The expectation (and burden) of LeBron is the idea that he can lift any remotely viable supporting cast to the highest levels of the sport. “These shoulders were built for a reason,” he told reporters this week, “and if it takes for me to put more on top of it then so be it. Win, lose, or draw. I’m ready for the challenge.” It would be preposterous to doubt him; there’s no question that James can still drive a contender in a way that few players can, though with things as they are, the Lakers need to be realistic about what that contention looks like. Cameron Payne has smoked him for uncontested layups, and the sorts of wiry, pesky defenders LeBron usually hunts down and power-posts into the stanchion have already blocked him three times in this series. It’s clear that James isn’t quite himself. Moving forward could mean accepting that as normal for a player who turns 37 years old in December and expects to play deep into every grueling season. The Lakers need to build around the dominance James can still reach regularly and the idea that he might need to manage some games in a more passive gear.
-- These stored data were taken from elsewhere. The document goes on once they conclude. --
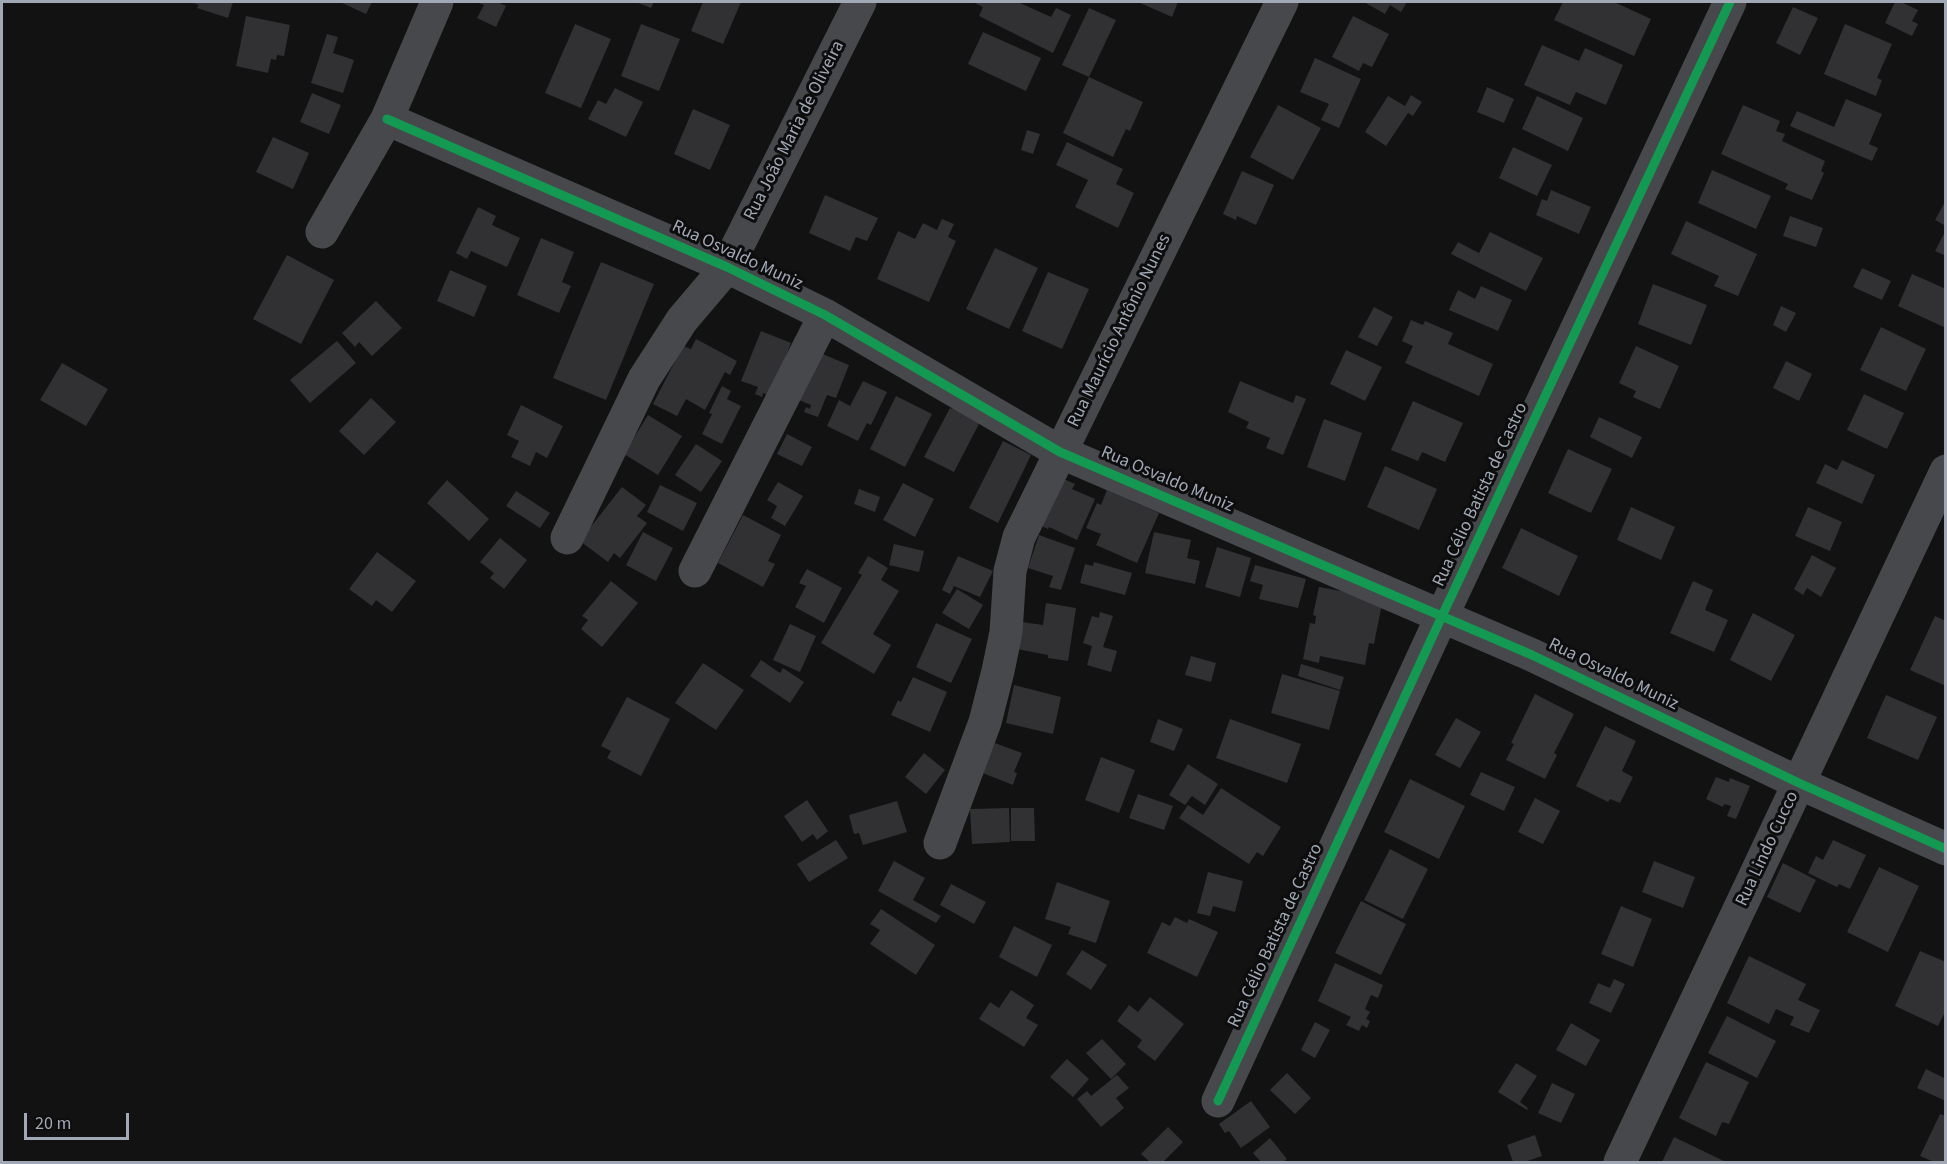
<!DOCTYPE html>
<html>
<head>
<meta charset="utf-8">
<style>
	body { margin:0 }
	#map { position:relative; width:1947px; height:1164px; overflow:hidden; background:#121213; font-family:"Source Sans 3",sans-serif }
	canvas { display:block }
	.frame { position:absolute; inset:0; border:3px solid #a1a9b6; pointer-events:none }
	.scale { position:absolute; left:24px; top:1113px; width:105px; height:27px; box-sizing:border-box; border:3px solid #a1a9b6; border-top:0; padding-left:8px; font-size:18px; line-height:21px; white-space:nowrap; color:#a1a9b6; -webkit-text-stroke:4px #0d0d0e; paint-order:stroke }
</style>
</head>
<body>
<div id="map">
<canvas width="1947" height="1164"></canvas>
<div class="frame"></div>
<div class="scale">20 m</div>
</div>
<script>
const context = document.querySelector('canvas').getContext('2d');
context.lineJoin = 'round';
function fill(path, color) { context.fillStyle = color; context.fill(path, 'evenodd'); }
function strokePath(path, color, width, dash) { context.strokeStyle = color; context.lineWidth = width; context.lineCap = dash ? 'butt' : 'round'; context.setLineDash(dash || []); context.stroke(path); }
function drawText(font, color, halo, rows, align = 'center') {
  context.font = font + ' "Source Sans 3",sans-serif'; context.lineWidth = 6; context.setLineDash([]); context.textBaseline = 'middle'; context.strokeStyle = halo; context.fillStyle = color; for (const [text, x, y, turn = 0] of rows) {
    context.save(); context.translate(x, y); context.rotate((+turn || 0) * Math.PI / 180); context.textAlign = isNaN(turn) ? turn : align; if (halo) context.strokeText(text, 0, 0); context.fillText(text, 0, 0); context.restore();
  }
}
fill(new Path2D(`
	M190 2H233L228 18 197 8 199 5Z
	M340 2H372L366 14Z
	M476 2H497L506 6 496 27 477 18 484 5Z
	M636 2H654L651 8Z
	M703 2H741L723 44 691 31Z
	M973 2H1018L1051 17 1056 8 1071 15 1053 53 979 16 983 7Z
	M1138 2H1178L1172 17Z
	M1364 2H1407L1401 12 1390 5 1385 14Z
	M1563 2H1614L1651 19 1634 56 1554 20Z
	M1895 2H1901L1918 10 1912 21 1918 24 1912 36 1885 23Z
	M1793 7 1818 18 1800 55 1776 43Z
	M1089 8 1116 20 1089 77 1062 65Z
	M246 16 290 25 284 56 277 55 276 60 271 59 268 73 236 66Z
	M1353 16 1389 34 1372 67 1363 63 1359 71 1332 57Z
	M575 24 611 39 581 108 545 93Z
	M641 24 680 39 659 91 621 76Z
	M1845 24 1892 44 1877 78 1882 80 1876 96 1824 74Z
	M983 32 1041 58 1026 91 968 64Z
	M327 34 338 37 333 53 354 60 343 93 311 83Z
	M1542 45 1579 61 1585 48 1623 65 1606 105 1576 92 1570 105 1524 85Z
	M1315 58 1361 79 1339 128 1321 120 1329 104 1300 92Z
	M1089 77 1143 102 1130 131 1126 129 1113 157 1063 133Z
	M1487 87 1514 99 1504 123 1477 112Z
	M615 88 643 102 626 137 588 119 598 100 606 104Z
	M312 93 341 105 329 134 300 122Z
	M1411 95 1422 102 1413 116 1408 113 1386 146 1365 132 1388 96 1405 106Z
	M1537 96 1583 118 1568 151 1522 129Z
	M1846 99 1882 114 1869 144 1878 148 1872 161 1790 126 1797 111 1834 127Z
	M1278 105 1321 128 1293 180 1250 157Z
	M1743 105 1780 121 1776 131 1785 134 1782 141 1825 161 1821 171 1824 173 1812 200 1785 189 1788 184 1721 154Z
	M693 109 730 125 710 170 674 154Z
	M1027 130 1040 134 1033 154 1021 150Z
	M273 137 309 153 293 189 256 172Z
	M1067 142 1123 169 1116 184 1134 193 1118 228 1075 207 1088 180 1056 165Z
	M1513 147 1552 165 1537 196 1499 178Z
	M1712 170 1771 196 1756 229 1698 203Z
	M1242 171 1274 185 1256 225 1237 216 1236 220 1223 214Z
	M1551 190 1591 207 1579 234 1536 215 1542 199 1547 201Z
	M825 195 878 218 867 241 856 237 850 251 809 233Z
	M1946 200V226L1935 220Z
	M478 207 496 216 492 225 520 238 507 267 471 251 467 259 456 253Z
	M1790 216 1823 228 1816 247 1783 236Z
	M942 219 954 224 948 237 956 241 929 302 877 279 898 231 915 239 923 223 937 230Z
	M1686 221 1757 254 1738 296 1714 286 1719 276 1671 254Z
	M1946 230V256L1935 251Z
	M1490 232 1543 258 1526 291 1451 254 1458 242 1479 253Z
	M541 238 574 252 562 282 571 286 559 313 517 295Z
	M995 248 1038 268 1009 329 966 309Z
	M287 255 334 280 301 344 253 319Z
	M601 262 654 284 606 400 553 378Z
	M1862 268 1891 281 1882 300 1853 287Z
	M450 270 487 286 474 317 437 301Z
	M1048 272 1089 289 1062 349 1022 331Z
	M1912 274 1946 289V328L1898 306Z
	M1653 284 1707 305 1691 345 1638 324Z
	M1481 286 1512 300 1498 331 1449 310 1458 290 1475 299Z
	M376 301 402 328 372 356 359 342 355 347 342 333Z
	M1781 306 1796 313 1786 332 1773 325Z
	M1374 307 1393 317 1377 346 1358 337Z
	M1411 320 1423 325 1425 321 1453 333 1448 344 1493 364 1479 396 1405 363 1413 346 1402 341Z
	M1881 327 1926 349 1906 391 1860 370Z
	M761 331 791 343 770 396 763 393 762 397 755 394 758 387 741 381Z
	M696 339 737 361 730 375 725 372 705 410 686 399 677 416 653 404 683 346 691 349Z
	M337 341 356 363 310 403 290 380Z
	M1636 346 1679 366 1660 409 1633 397 1636 391 1619 383Z
	M813 350 849 365 836 398 827 395 818 417 804 412 806 407 810 409 811 405 794 398Z
	M1346 350 1382 367 1365 401 1330 384Z
	M1786 361 1812 374 1799 401 1773 388Z
	M62 363 108 389 86 426 40 400Z
	M863 381 887 392 871 425 867 423 858 441 827 426 839 400 850 406Z
	M1240 381 1293 403 1296 395 1306 399 1283 455 1266 448 1270 438 1246 428 1249 422 1228 412Z
	M722 386 731 391 727 399 741 406 722 444 702 434 712 414 709 413Z
	M1864 394 1904 413 1887 449 1847 430Z
	M896 396 932 414 905 467 870 449Z
	M371 398 396 422 364 455 339 431Z
	M1413 401 1463 423 1445 462 1422 452 1418 461 1391 450Z
	M955 403 982 418 954 472 924 457 950 408 952 409Z
	M521 405 563 426 547 458 536 452 530 466 511 457 519 441 507 435Z
	M648 415 682 436 658 475 624 454Z
	M1599 417 1642 437 1632 458 1590 437Z
	M1324 419 1362 433 1345 481 1307 467Z
	M787 434 812 447 802 466 777 454Z
	M1003 441 1031 455 998 523 969 508Z
	M696 444 722 461 701 492 675 475Z
	M1568 449 1612 469 1591 513 1548 493Z
	M1842 460 1875 475 1862 504 1816 483 1825 464 1837 470Z
	M1385 466 1437 489 1419 530 1367 507Z
	M1059 477 1075 484 1072 489 1095 499 1077 540 1049 527 1048 529 1037 524Z
	M447 480 489 519 469 541 427 503Z
	M778 482 803 496 785 526 771 518 777 506 767 500Z
	M903 483 934 499 915 537 883 520Z
	M660 485 697 503 683 531 647 512Z
	M622 487 646 505 637 516 647 523 620 558 614 553 608 562 576 538 589 529Z
	M859 489 880 497 875 512 854 504Z
	M1107 490 1159 513 1137 563 1096 545 1101 534 1086 528 1097 503 1101 505Z
	M516 491 550 513 540 528 506 506Z
	M1631 507 1675 527 1661 560 1617 540Z
	M1808 507 1842 522 1830 551 1795 536Z
	M743 515 781 535 768 561 775 564 763 587 718 563Z
	M1521 528 1578 556 1559 596 1502 568Z
	M643 532 673 548 656 581 626 565Z
	M1154 532 1191 540 1187 558 1200 561 1195 584 1145 573Z
	M1039 535 1075 548 1061 590 1049 587 1053 576 1028 568Z
	M500 538 527 560 504 589 490 578 494 573 480 562Z
	M894 544 924 551 919 572 889 565Z
	M1217 547 1251 558 1240 597 1205 587Z
	M377 552 416 581 392 612 376 600 372 606 349 589Z
	M1812 555 1836 568 1821 597 1807 588 1803 595 1794 589Z
	M868 556 888 568 881 580 899 591 873 634 891 645 874 674 821 643 862 575 858 573Z
	M958 556 993 571 980 597 954 586 950 594 942 590Z
	M1094 562 1132 573 1125 595 1080 583 1085 564 1093 566Z
	M1255 565 1306 579 1298 608 1259 599 1263 585 1250 581Z
	M807 569 842 588 824 623 795 607 806 586 799 583Z
	M611 581 638 603 602 647 581 629 588 620 582 616Z
	M1693 581 1713 590 1705 610 1728 620 1714 652 1670 633Z
	M1319 587 1383 599 1374 644 1369 643 1365 665 1320 656 1319 663 1303 659 1310 623 1315 624 1316 616 1313 615Z
	M957 589 983 605 969 629 942 613Z
	M1046 603 1076 608 1068 661 1048 658V655L1017 649 1022 622 1043 625Z
	M1100 612 1113 616 1103 647 1117 651 1111 672 1087 665 1092 646 1083 643 1092 616 1099 618Z
	M1753 613 1795 635 1771 681 1730 660Z
	M1935 616 1946 621V686L1910 670Z
	M936 623 972 639 951 683 916 667Z
	M790 624 816 636 800 672 773 660Z
	M1191 656 1216 663 1211 682 1185 675Z
	M761 660 780 673 783 668 804 682 790 703 750 676Z
	M703 663 744 690 716 730 675 703Z
	M1301 664 1344 677 1340 690 1298 676Z
	M1282 674 1340 691 1329 730 1271 713Z
	M913 677 947 692 930 732 891 715 898 700 901 702Z
	M1014 685 1061 697 1053 734 1006 723Z
	M1535 694 1574 714 1554 753 1557 755 1545 779 1506 760 1514 744 1511 743Z
	M1886 695 1937 717 1918 760 1867 738Z
	M627 697 670 719 641 776 607 758 611 751 601 746Z
	M1456 718 1481 732 1460 768 1435 755Z
	M1158 719 1183 729 1174 751 1150 742Z
	M1230 719 1301 744 1287 783 1216 758Z
	M1605 726 1636 741 1622 771 1633 777 1620 803 1610 799 1608 802 1576 786Z
	M992 742 1022 753 1014 772 1017 773 1013 785 980 772Z
	M924 753 945 770 926 794 905 777Z
	M1101 757 1135 770 1119 813 1085 800Z
	M1188 764 1218 784 1205 805 1192 796 1185 805 1169 795Z
	M1481 772 1515 787 1504 811 1470 795Z
	M1716 777 1729 782 1730 778 1750 786 1736 819 1727 816 1731 806 1724 804 1723 807 1706 799Z
	M1410 779 1465 806 1439 859 1384 832Z
	M1221 788 1281 827 1263 856 1257 852 1249 864 1179 818 1188 805 1203 815Z
	M1138 794 1173 806 1164 830 1129 818Z
	M1535 798 1560 811 1543 844 1518 832Z
	M807 800 828 831 817 840 813 834 802 842 784 816Z
	M897 801 907 832 863 845 859 833 854 834 849 815Z
	M1009 808 1010 842 972 844 970 809Z
	M1011 808H1034L1035 841H1011Z
	M836 840 848 858 809 882 797 864Z
	M1833 840 1866 855 1850 889 1839 884 1837 887 1808 873 1816 856 1823 860Z
	M1390 849 1428 869 1403 919 1364 900Z
	M894 861 925 878 913 900 941 916 936 923 878 891Z
	M1654 861 1695 877 1683 908 1642 892Z
	M1783 863 1816 880 1800 913 1767 897Z
	M1879 867 1919 886 1888 952 1847 932Z
	M1208 872 1243 881 1235 912 1213 906 1210 916 1197 913Z
	M1057 882 1110 901 1096 943 1068 934 1071 927 1045 919Z
	M951 884 986 902 974 924 940 905Z
	M1361 901 1406 924 1381 975 1335 953Z
	M1621 906 1652 919 1633 967 1601 954Z
	M881 909 935 945 916 975 870 944 880 930 870 924Z
	M1175 917 1187 923 1189 919 1218 932 1197 977 1147 953 1162 922 1170 926Z
	M1014 926 1052 945 1037 977 999 957Z
	M1082 950 1107 965 1091 990 1066 974Z
	M1920 951 1946 962V1010L1938 1026 1895 1006Z
	M1749 956 1806 984 1798 1000 1820 1010 1809 1033 1790 1025 1794 1017 1776 1009 1769 1024 1727 1003Z
	M1335 963 1383 985 1378 998 1371 995 1365 1009 1370 1012 1366 1019 1370 1021 1367 1028 1362 1025 1359 1031 1346 1025 1351 1017 1318 1001Z
	M1614 979 1625 984 1611 1013 1589 1003 1598 983 1610 988Z
	M1011 990 1034 1005 1026 1018 1038 1025 1024 1047 979 1019 990 1002 999 1008Z
	M1150 997 1184 1024 1155 1061 1137 1047 1142 1040 1117 1021 1129 1005 1138 1012Z
	M1727 1016 1776 1041 1757 1078 1708 1053Z
	M1315 1022 1330 1030 1315 1058 1301 1050Z
	M1571 1023 1600 1040 1586 1066 1556 1050Z
	M1102 1039 1126 1064 1111 1079 1086 1053Z
	M1067 1059 1089 1079 1073 1097 1050 1077Z
	M1706 1062 1749 1082 1729 1124 1722 1122 1716 1136 1679 1118Z
	M1516 1063 1537 1076 1520 1102 1528 1108 1527 1110 1498 1092Z
	M1926 1069 1946 1079V1101L1917 1088Z
	M1287 1073 1311 1098 1295 1114 1270 1090Z
	M1117 1075 1129 1088 1116 1098 1124 1108 1101 1127 1077 1099 1087 1091 1091 1096Z
	M1552 1083 1575 1094 1561 1123 1538 1113Z
	M1251 1101 1270 1127 1241 1148 1229 1131 1225 1133 1219 1124Z
	M1940 1114 1946 1116V1162H1934L1920 1156Z
	M1168 1127 1183 1142 1163 1162H1150L1141 1154Z
	M1535 1135 1542 1156 1524 1162H1513L1507 1145Z
	M1674 1137 1726 1162H1662Z
	M1270 1138 1287 1159 1283 1162H1261L1253 1153Z`), '#313134');
strokePath(new Path2D(`
	M387 119 727 267 825 315 1060 452 1532 655 1799 783 1946 849
	M322 232 387 119 437 2
	M567 538 644 379 682 320 727 267 860 2
	M695 571 825 315
	M940 843 985 722 998 671 1006 632 1010 571 1019 537 1282 2
	M1218 1101 1442 616 1730 2
	M1620 1162 1946 471`), '#46484c', 33);
strokePath(new Path2D(`
	M387 119 727 267 825 315 1060 452 1532 655 1799 783 1946 849
	M1218 1101 1442 616 1730 2`), '#139951', 9);
drawText('18px', '#a1a9b6', '#0d0d0e', [
	["Rua João Maria de Oliveira",795,131,-63],
	["Rua Osvaldo Muniz",737,256,25],
	["Rua Maurício Antônio Nunes",1120,331,-64],
	["Rua Osvaldo Muniz",1167,480,23],
	["Rua Célio Batista de Castro",1481,495,-65],
	["Rua Osvaldo Muniz",1613,675,26],
	["Rua Lindo Cucco",1768,849,-65],
	["Rua Célio Batista de Castro",1276,936,-65]
]);
</script>
</body>
</html>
Maybe they already have. It’s impossible to accurately appraise the Lakers without Davis involved, though they could again be without him for Game 6 if their medical staff doesn’t clear him for both a groin injury and a hyperextended knee. But even when Davis does return to his pick-and-roll-busting, hyper-versatile best, life for the Lakers only gets harder from here. Building a championship team around LeBron means something different in 2021 than it did in 2019, not because I say so, but because the unflagging march of time does. The days keep coming, and as they do, the margins keep thinning.